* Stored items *
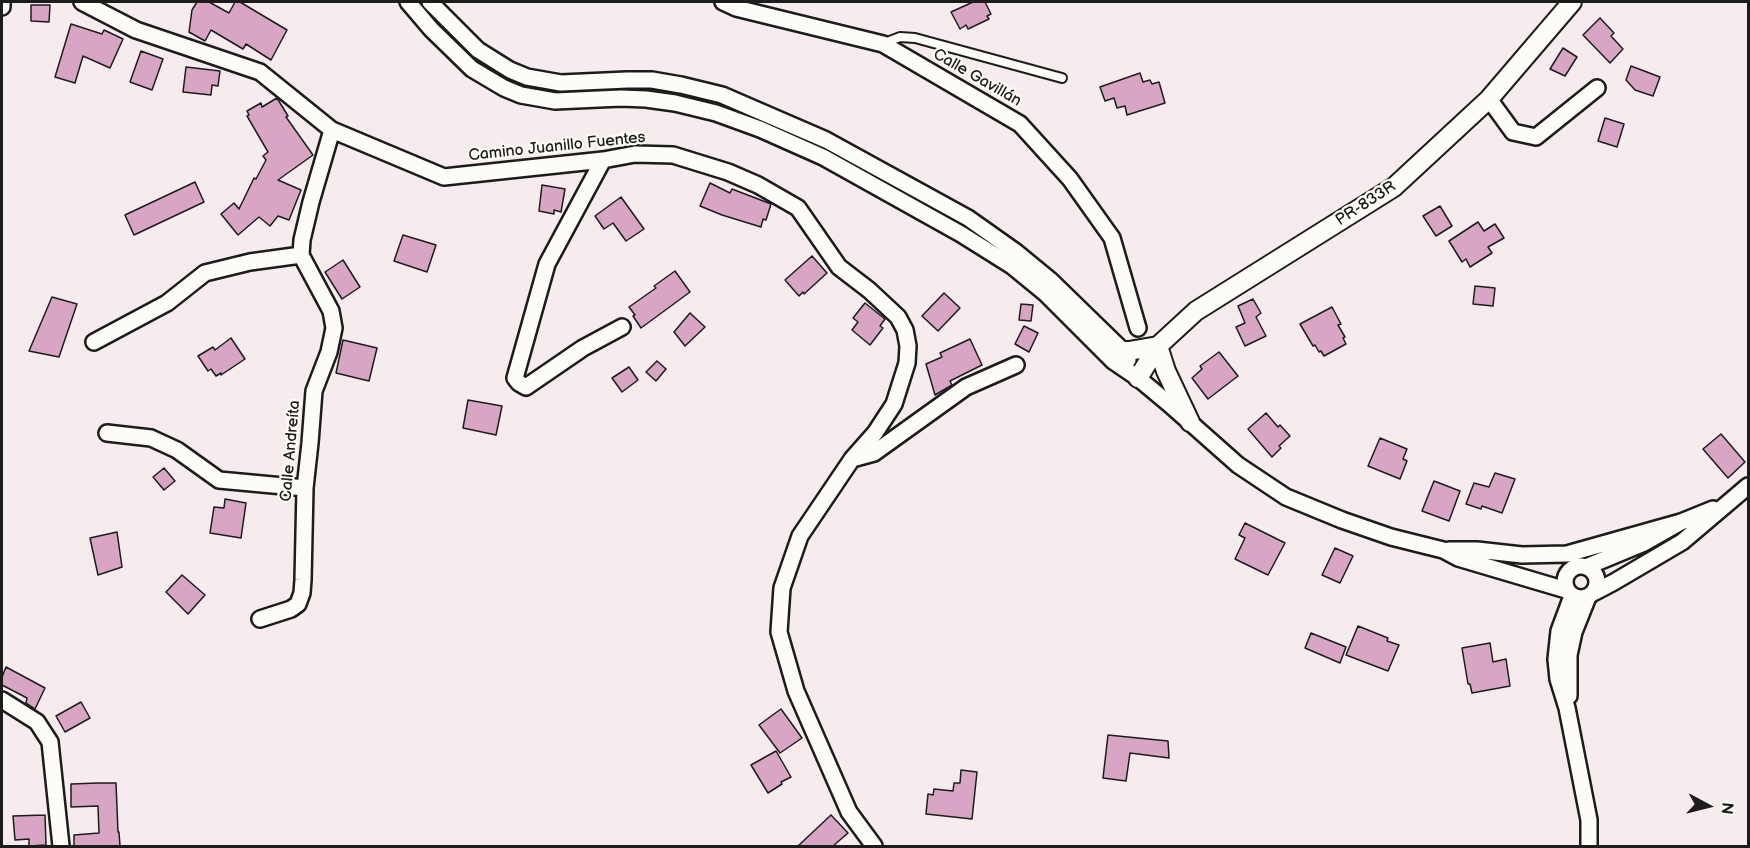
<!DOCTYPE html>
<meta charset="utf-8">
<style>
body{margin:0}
#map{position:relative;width:1750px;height:848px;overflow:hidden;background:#f6ebed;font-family:"Balsamiq Sans",sans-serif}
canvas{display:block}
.frame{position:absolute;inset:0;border:3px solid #1c1c1c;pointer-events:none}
.north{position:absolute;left:1678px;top:776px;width:60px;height:60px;-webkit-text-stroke:4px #fdfcf7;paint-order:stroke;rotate:97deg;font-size:16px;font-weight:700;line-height:24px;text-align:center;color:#1c1c1c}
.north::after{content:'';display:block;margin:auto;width:21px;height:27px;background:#1c1c1c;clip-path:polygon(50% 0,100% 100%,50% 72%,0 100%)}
</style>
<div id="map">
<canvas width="1750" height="848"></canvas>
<div class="frame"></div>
<div class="north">N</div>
</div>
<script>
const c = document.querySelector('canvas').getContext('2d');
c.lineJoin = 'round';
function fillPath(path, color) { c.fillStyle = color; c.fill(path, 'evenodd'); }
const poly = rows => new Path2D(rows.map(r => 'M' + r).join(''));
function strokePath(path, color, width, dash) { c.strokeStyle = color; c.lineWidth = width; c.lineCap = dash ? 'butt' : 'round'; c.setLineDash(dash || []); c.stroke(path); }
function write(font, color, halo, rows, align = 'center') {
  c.font = font + ' "Balsamiq Sans",sans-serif'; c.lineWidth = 4.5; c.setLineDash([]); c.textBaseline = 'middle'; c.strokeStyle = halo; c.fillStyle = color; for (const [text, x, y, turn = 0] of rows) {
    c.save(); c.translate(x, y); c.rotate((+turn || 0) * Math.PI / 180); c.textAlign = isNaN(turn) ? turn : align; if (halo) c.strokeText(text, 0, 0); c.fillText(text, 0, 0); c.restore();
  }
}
const building = poly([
 [197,2,209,2,229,13,235,2,240,2,287,30,271,60,246,44,243,49,211,30,205,41,189,32,192,10,197,2],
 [973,2,985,2,991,14,987,16,989,19,968,29,966,25,960,29,951,12,973,2],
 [31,5,50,5,49,22,31,21,31,5],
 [1600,18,1614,33,1611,36,1623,49,1610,63,1583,35,1600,18],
 [71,24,102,34,104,30,123,39,110,68,83,56,75,83,55,77,71,24],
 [1563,48,1577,57,1565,76,1550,69,1563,48],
 [141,51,163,59,152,90,130,82,141,51],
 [1631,66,1660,77,1653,96,1635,90,1626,80,1631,66],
 [186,67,220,71,218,86,212,85,211,95,183,92,186,67],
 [1140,73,1143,82,1150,80,1152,84,1159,82,1165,103,1127,115,1125,106,1117,108,1114,98,1105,101,1100,87,1140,73],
 [277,98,288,116,286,117,313,155,278,180,301,190,289,220,278,216,270,226,259,217,238,235,221,214,234,203,239,209,254,178,256,179,266,160,263,156,268,152,247,116,249,115,247,111,261,103,262,107,277,98],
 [1605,118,1624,124,1617,147,1598,141,1605,118],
 [195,182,204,202,134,235,125,215,195,182],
 [710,183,730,193,732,189,771,204,766,220,763,219,761,227,722,215,700,206,710,183],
 [542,185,565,189,561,212,554,210,554,214,539,211,542,185],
 [621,197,644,229,626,241,613,223,604,229,595,216,621,197],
 [1440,206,1452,226,1436,236,1423,216,1440,206],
 [1478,222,1484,231,1495,224,1504,238,1488,247,1492,253,1470,267,1466,259,1462,262,1449,241,1478,222],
 [403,235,436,245,427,272,394,261,403,235],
 [812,256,827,273,804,294,803,292,799,296,785,280,812,256],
 [343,260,360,287,342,299,325,272,343,260],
 [675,271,690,292,641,328,633,316,635,315,629,307,656,288,654,286,675,271],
 [1475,286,1495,288,1493,306,1473,304,1475,286],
 [944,293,960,308,938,331,922,316,944,293],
 [52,297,77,304,59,357,29,351,52,297],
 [1253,299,1261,313,1256,317,1266,336,1245,346,1236,327,1245,323,1238,306,1253,299],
 [865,303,885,319,880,326,883,328,870,345,852,330,858,322,853,318,865,303],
 [1021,304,1033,305,1031,321,1019,320,1021,304],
 [1332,307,1341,324,1338,325,1345,337,1343,338,1346,344,1324,356,1321,351,1319,352,1315,345,1313,346,1300,324,1332,307],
 [690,313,705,327,685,346,674,332,690,313],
 [1024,326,1038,333,1029,352,1015,344,1024,326],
 [231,338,245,359,221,375,221,373,216,376,211,369,208,371,198,356,213,347,215,350,231,338],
 [970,339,982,365,950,381,952,385,935,395,926,364,942,357,940,353,970,339],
 [343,340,377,348,369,381,336,373,343,340],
 [1219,352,1238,376,1208,399,1192,378,1202,369,1200,366,1219,352],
 [657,361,666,369,656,381,646,372,657,361],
 [629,367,638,380,622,392,612,378,629,367],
 [468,400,502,406,496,435,463,428,468,400],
 [1266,413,1278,427,1280,425,1290,436,1279,446,1281,448,1272,457,1248,429,1266,413],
 [1721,434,1745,462,1728,478,1703,449,1721,434],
 [1380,438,1407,449,1403,459,1407,461,1400,479,1368,466,1380,438],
 [164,468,175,481,164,490,153,477,164,468],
 [1495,473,1515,479,1502,513,1482,506,1481,509,1466,504,1474,483,1489,487,1495,473],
 [1434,481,1460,491,1449,521,1422,511,1434,481],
 [225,499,246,503,241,538,210,533,214,507,224,508,225,499],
 [1245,523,1285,543,1268,575,1235,559,1245,538,1239,535,1245,523],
 [117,532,122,567,98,575,90,538,117,532],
 [1335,548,1353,556,1340,583,1322,575,1335,548],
 [182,575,205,595,188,614,166,592,182,575],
 [1358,626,1388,638,1387,641,1399,645,1388,671,1346,655,1358,626],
 [1311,633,1346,647,1340,663,1305,648,1311,633],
 [1490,643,1493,662,1506,659,1510,686,1472,693,1470,684,1468,684,1462,648,1490,643],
 [6,667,45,688,35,709,26,703,27,698,2,685,2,677,6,667],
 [81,702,90,718,65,732,56,716,81,702],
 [781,709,802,738,780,753,759,725,781,709],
 [1108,735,1168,741,1169,758,1130,753,1126,781,1103,778,1108,735],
 [776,751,791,777,781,782,782,784,768,793,751,765,776,751],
 [961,770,977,772,972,819,926,814,928,794,933,795,934,789,953,791,954,783,960,783,961,770],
 [98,783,116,783,118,832,119,832,120,846,74,846,74,835,99,833,98,806,71,807,71,784,98,783],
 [45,815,46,845,29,846,29,839,15,840,13,816,45,815],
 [831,815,848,833,833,846,798,846,831,815]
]);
const service = poly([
 [884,43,900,37,915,38,1062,78]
]);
const minor = poly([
 [82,2,136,30,260,72,332,130,444,177,603,160,635,154,673,155,728,172,758,185,798,208,839,267,869,290,898,317,905,330,908,346,907,363,894,404,875,433,852,459,800,536,782,588,779,632,796,691,849,812,874,846],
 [408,2,431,29,472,69,504,88,521,95,555,101,621,98,646,99,675,103,716,113,760,129,823,157,961,234,1012,266,1045,293,1113,361,1138,378,1168,403,1238,465,1286,497,1342,520,1391,537,1443,550,1458,558,1566,590],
 [430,2,478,50,510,70,527,77,561,83,627,80,652,80,681,85,722,95,826,140,968,218,1016,252,1050,280,1123,351,1128,360],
 [723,2,736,8,883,44,1020,124,1070,179,1112,238,1138,328],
 [2,7,2,2],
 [1489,99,1513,132,1536,137,1597,88],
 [603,160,547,264,515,378,519,383,526,387,583,348,622,327],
 [94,342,167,303,205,273,250,262,301,255],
 [107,433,151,438,177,450,219,480,305,488],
 [852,459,874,453,966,387,1016,365],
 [1449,550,1477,550,1522,555,1567,554,1681,522],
 '1565 582a16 16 0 1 1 32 0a16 16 0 1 1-32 0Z',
 [1586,567,1644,543,1681,522,1713,509],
 [1595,592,1614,582,1682,542,1748,486],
 [1572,596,1559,631,1556,659,1558,679,1567,708,1589,820,1589,846],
 [260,619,291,609,298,604,302,593,303,580,305,488,310,443,314,391,329,352,334,328,331,311,301,255,302,240,311,202,332,130],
 [1569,696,1569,655,1574,632,1588,597],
 [2,700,37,722,50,742,61,846]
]);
const tertiary = poly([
 [1123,351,1129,351,1158,346,1166,371,1190,422],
 [1138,378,1158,346,1196,311,1394,187,1489,99,1572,2]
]);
const streetNames = [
 ["Calle Gavillán",977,78,30],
 ["Camino Juanillo Fuentes",557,147,-6],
 ["PR-833R",1366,204,-33],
 ["Calle Andreíta",291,451,-85]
];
fillPath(building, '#d8a6c4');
strokePath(building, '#1c1c1c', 1.5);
strokePath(service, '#1c1c1c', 12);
strokePath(minor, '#1c1c1c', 20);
strokePath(tertiary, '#1c1c1c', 22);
strokePath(service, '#fdfcf7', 8);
strokePath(minor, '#fdfcf7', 15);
strokePath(tertiary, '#fdfcf7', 18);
write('16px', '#1c1c1c', '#fdfcf7', streetNames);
</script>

* TASK GOAL *
Among the entries above, the line containing "function strokePath(path, color, width, dash)", the line containing "function write(font, color, halo, rows, align", and all lines between them are to be restated word for word; nothing else belongs in the reply.

* SOLUTION TO THE PROBLEM *
function strokePath(path, color, width, dash) { c.strokeStyle = color; c.lineWidth = width; c.lineCap = dash ? 'butt' : 'round'; c.setLineDash(dash || []); c.stroke(path); }
function write(font, color, halo, rows, align = 'center') {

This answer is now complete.